The role of IL-6 in BCG-induced macrophage cytotoxicity remains elusive. Production of IL-6, along with TNF-α, IFN-γ, and NO, was observed to correlate with the BCG induction of cytotoxic activity of both C3H/HeN macrophages and C57BL/6 macrophages [45, 46]. IL-6 is known to be involved in macrophage maturation , and thus may contribute to BCG-induced macrophage cytotxicity through its influence on macrophage release of cytotoxic effector molecules and/or expression of surface adhesion and apoptosis-inducing molecules. In addition, the fates of supplementation of exogenous rIL-6 or blockage of endogenous IL-6 on BCG induction of macrophage cytotoxicity are unknown.

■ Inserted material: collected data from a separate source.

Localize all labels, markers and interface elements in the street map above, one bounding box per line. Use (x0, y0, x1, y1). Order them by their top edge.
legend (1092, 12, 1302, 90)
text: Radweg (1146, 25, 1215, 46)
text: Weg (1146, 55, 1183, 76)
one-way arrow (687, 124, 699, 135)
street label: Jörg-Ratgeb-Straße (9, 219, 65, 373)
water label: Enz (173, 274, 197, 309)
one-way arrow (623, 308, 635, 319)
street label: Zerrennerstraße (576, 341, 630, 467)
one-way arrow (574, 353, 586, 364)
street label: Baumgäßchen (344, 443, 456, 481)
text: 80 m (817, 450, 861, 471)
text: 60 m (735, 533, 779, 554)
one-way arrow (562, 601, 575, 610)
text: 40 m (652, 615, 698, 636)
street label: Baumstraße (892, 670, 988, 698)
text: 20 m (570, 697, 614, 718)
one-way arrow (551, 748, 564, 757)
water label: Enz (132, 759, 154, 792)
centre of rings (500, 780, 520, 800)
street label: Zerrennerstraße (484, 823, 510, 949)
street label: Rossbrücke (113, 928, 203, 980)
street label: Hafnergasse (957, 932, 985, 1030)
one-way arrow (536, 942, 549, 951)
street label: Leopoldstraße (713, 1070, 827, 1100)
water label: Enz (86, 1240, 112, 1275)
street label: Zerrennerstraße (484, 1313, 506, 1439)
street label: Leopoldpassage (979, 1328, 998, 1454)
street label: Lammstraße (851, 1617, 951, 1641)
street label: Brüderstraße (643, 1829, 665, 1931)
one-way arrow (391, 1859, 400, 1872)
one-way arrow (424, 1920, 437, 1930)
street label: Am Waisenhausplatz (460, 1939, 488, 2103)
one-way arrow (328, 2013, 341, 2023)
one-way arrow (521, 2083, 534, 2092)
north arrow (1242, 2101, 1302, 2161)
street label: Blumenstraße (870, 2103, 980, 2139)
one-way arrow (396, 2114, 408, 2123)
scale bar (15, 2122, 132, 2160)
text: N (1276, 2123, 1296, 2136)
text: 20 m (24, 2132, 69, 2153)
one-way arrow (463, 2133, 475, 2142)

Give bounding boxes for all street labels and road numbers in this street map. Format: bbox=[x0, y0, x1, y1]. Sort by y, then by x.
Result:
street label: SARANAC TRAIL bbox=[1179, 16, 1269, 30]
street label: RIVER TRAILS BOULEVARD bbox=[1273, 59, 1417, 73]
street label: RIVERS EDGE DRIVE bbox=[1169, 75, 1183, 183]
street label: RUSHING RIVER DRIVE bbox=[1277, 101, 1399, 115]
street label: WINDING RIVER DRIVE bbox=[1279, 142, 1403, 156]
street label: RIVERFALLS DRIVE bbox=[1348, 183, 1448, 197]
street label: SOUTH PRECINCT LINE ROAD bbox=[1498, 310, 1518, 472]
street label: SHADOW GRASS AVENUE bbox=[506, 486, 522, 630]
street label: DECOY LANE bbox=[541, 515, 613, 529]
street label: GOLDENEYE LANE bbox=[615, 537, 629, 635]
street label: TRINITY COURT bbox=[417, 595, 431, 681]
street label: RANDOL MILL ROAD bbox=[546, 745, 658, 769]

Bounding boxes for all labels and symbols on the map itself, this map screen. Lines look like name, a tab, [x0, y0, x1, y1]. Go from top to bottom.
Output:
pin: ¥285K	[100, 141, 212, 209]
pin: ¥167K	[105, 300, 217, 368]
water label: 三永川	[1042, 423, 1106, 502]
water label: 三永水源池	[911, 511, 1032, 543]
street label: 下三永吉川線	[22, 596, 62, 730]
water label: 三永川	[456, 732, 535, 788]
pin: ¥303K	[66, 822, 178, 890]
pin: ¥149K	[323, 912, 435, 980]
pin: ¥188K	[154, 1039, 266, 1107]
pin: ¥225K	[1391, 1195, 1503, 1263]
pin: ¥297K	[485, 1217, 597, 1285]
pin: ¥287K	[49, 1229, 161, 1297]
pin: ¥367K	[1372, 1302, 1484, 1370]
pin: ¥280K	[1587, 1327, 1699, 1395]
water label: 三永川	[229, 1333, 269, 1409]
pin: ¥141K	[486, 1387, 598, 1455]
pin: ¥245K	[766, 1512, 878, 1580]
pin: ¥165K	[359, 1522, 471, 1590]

In vitro studies have demonstrated the ability of BCG to induce macrophage cytotoxicity toward bladder cancer cells in both human and murine. This macrophage-mediated killing of bladder cancer cells depends on both direct effector-target cell contact and release of soluble cytotoxic factors, such as TNF-α,IFN-γ, and NO, from macrophages. Th1 cytokines IFN-γ, IL-12, and IL-18 as well as proinflammatory cytokine TNF-α play positive roles in BCG-induced macrophage cytotoxicity whereas Th2 cytokine IL-10 plays a negative role in BCG-induced macrophage cytotoxicity. Supplementation of exogenous Th1 cytokines such as rIL-12 and rIL-18 or inhibition of endogenous Th2 cytokine IL-10 enhances BCG-induced macrophage cytotoxicity. However, despite these findings, there are some unsolved issues with respect to the BCG-induced macrophage cytotoxicity: (1) how potent is the cytotoxic activity of macrophages relative to T cells, NK cells, LAK cells, BAK cells, and NKT cells in killing bladder cancer cells?, (2) what are the phenotypical changes of macrophages in response to BCG stimulation that facilitate macrophages to contact bladder cancer cells?, (3) why do BCG-activated macrophages exhibit no cytotoxicity toward some human bladder cancer cell lines?, and (4) what is the actual role of IL-6 in BCG-induced macrophage cytotoxicity toward bladder cancer cells? In addition, although BCG-induced macrophage cytotoxicity has been demonstrated in vitro, there is a lack of evidence supporting the role of macrophage cytotoxicity in BCG-mediated eradication of bladder cancer in vivo. As technology develops, we anticipate that these issues will be approached and answered. A better understanding of the role of macrophages in BCG mediated immune responses will no doubt add to our proper design and application of BCG immunotherapy for bladder cancer.